(Beginning of Records for this exercise)

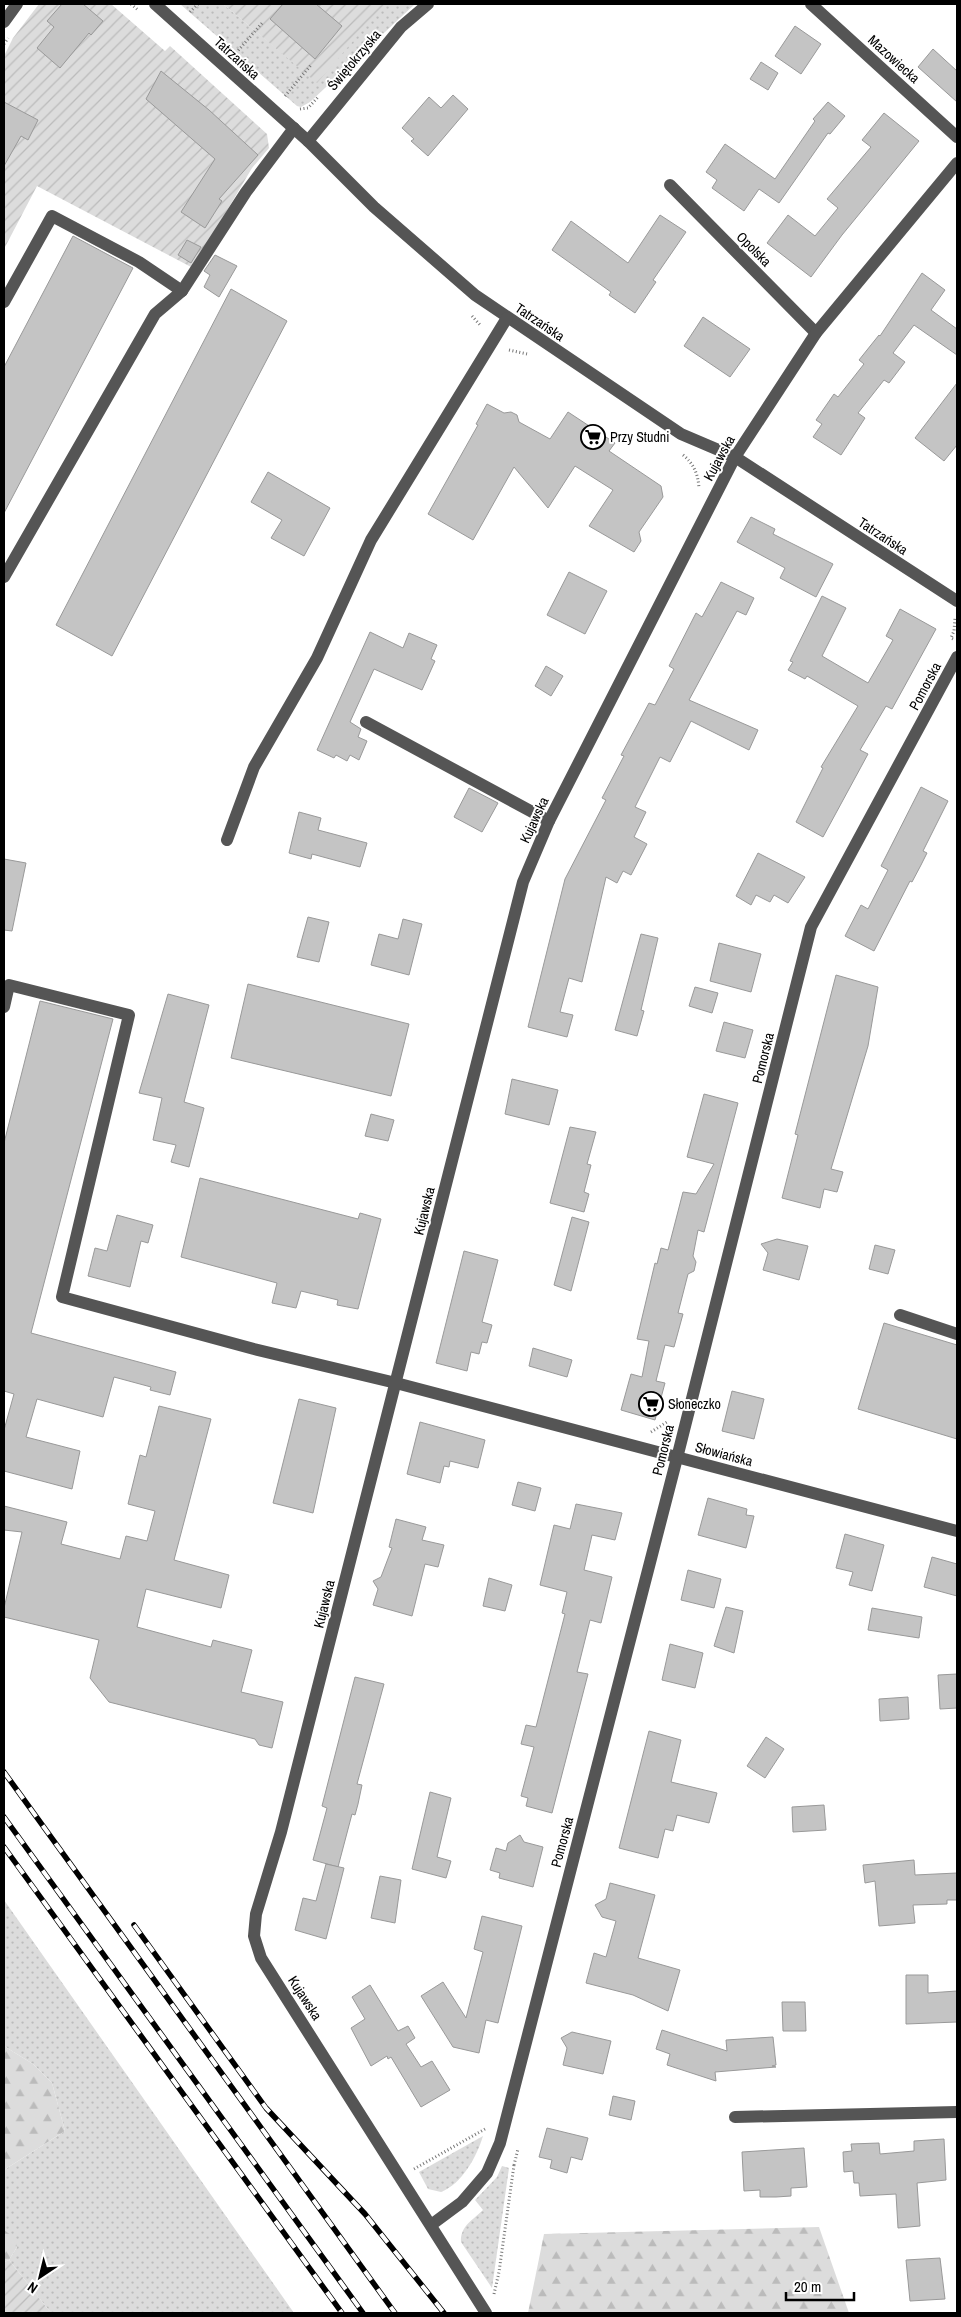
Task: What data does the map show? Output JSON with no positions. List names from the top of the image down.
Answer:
{
  "streets": {
    "street": [
      "Tatrzańska",
      "Mazowiecka",
      "Świętokrzyska",
      "Opolska",
      "Kujawska",
      "Pomorska",
      "Słowiańska"
    ]
  },
  "crossings": [
    ["Tatrzańska", "Świętokrzyska"],
    ["Tatrzańska", "Kujawska"],
    ["Opolska", "Kujawska"],
    ["Kujawska", "Pomorska"],
    ["Kujawska", "Słowiańska"],
    ["Pomorska", "Słowiańska"]
  ],
  "places": {
    "supermarket": ["Przy Studni", "Słoneczko"]
  },
  "scale_bar": "20 m",
  "north": "bottom left"
}
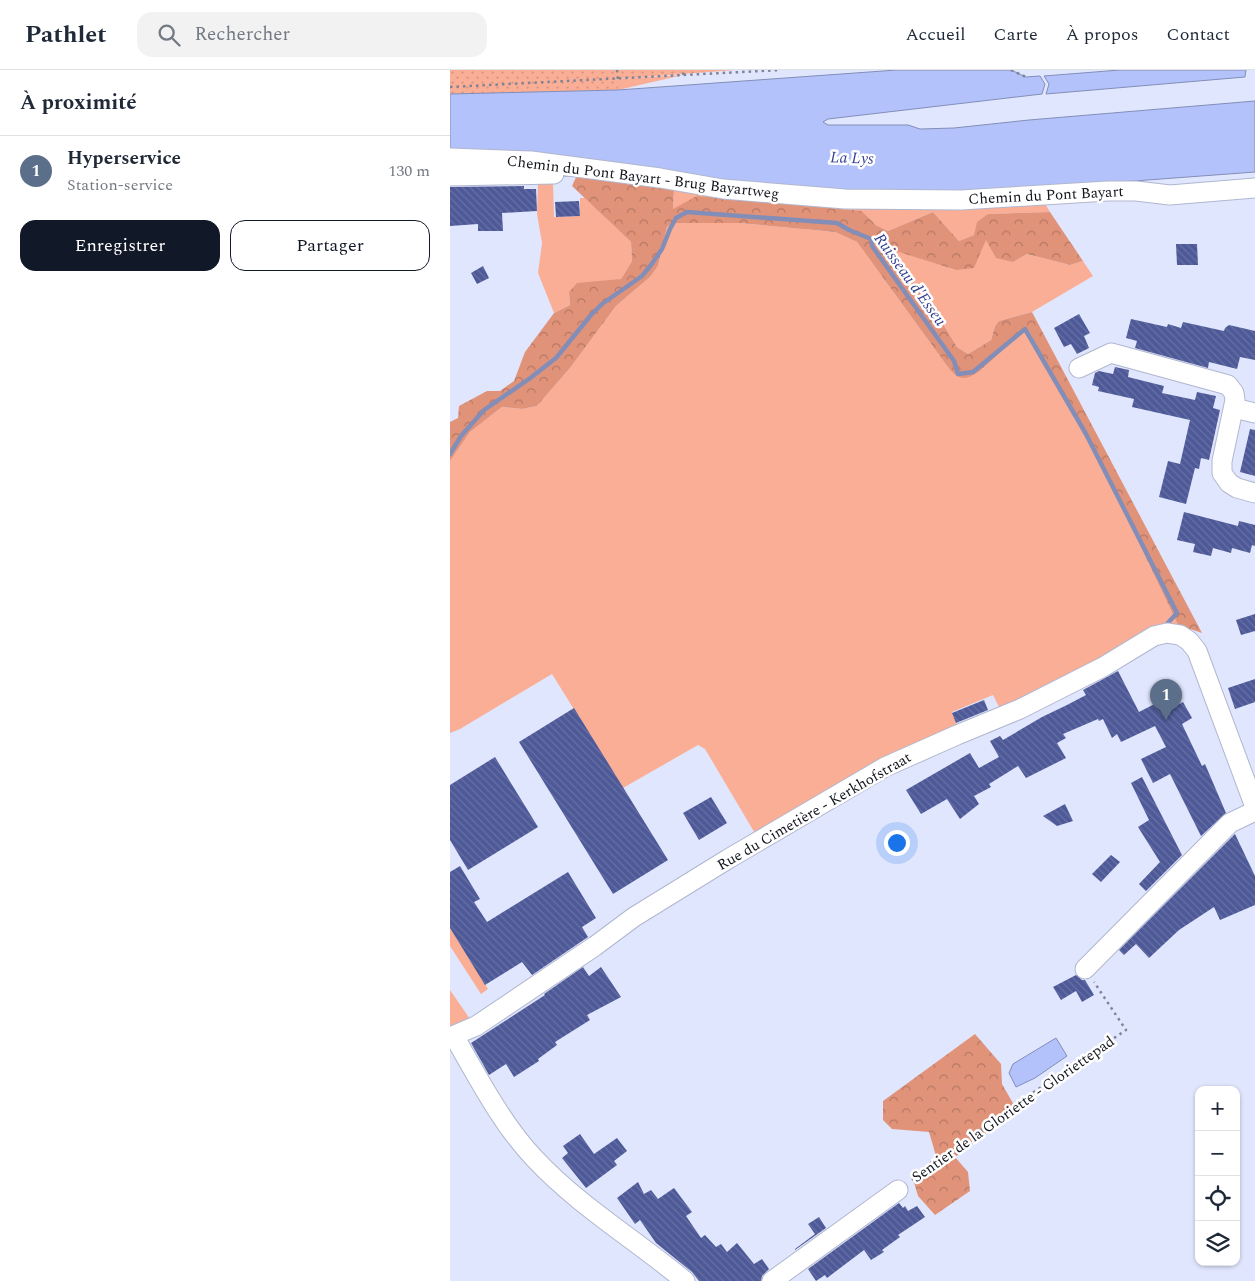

(End of Records for this exercise)

What the task asks: Output the records verbatim without pictures.

Completed exercise:
Task: What data does the map show? Output JSON with no positions. List names from the top of the image down.
Answer:
{
  "streets": {
    "street": [
      "Tatrzańska",
      "Mazowiecka",
      "Świętokrzyska",
      "Opolska",
      "Kujawska",
      "Pomorska",
      "Słowiańska"
    ]
  },
  "crossings": [
    ["Tatrzańska", "Świętokrzyska"],
    ["Tatrzańska", "Kujawska"],
    ["Opolska", "Kujawska"],
    ["Kujawska", "Pomorska"],
    ["Kujawska", "Słowiańska"],
    ["Pomorska", "Słowiańska"]
  ],
  "places": {
    "supermarket": ["Przy Studni", "Słoneczko"]
  },
  "scale_bar": "20 m",
  "north": "bottom left"
}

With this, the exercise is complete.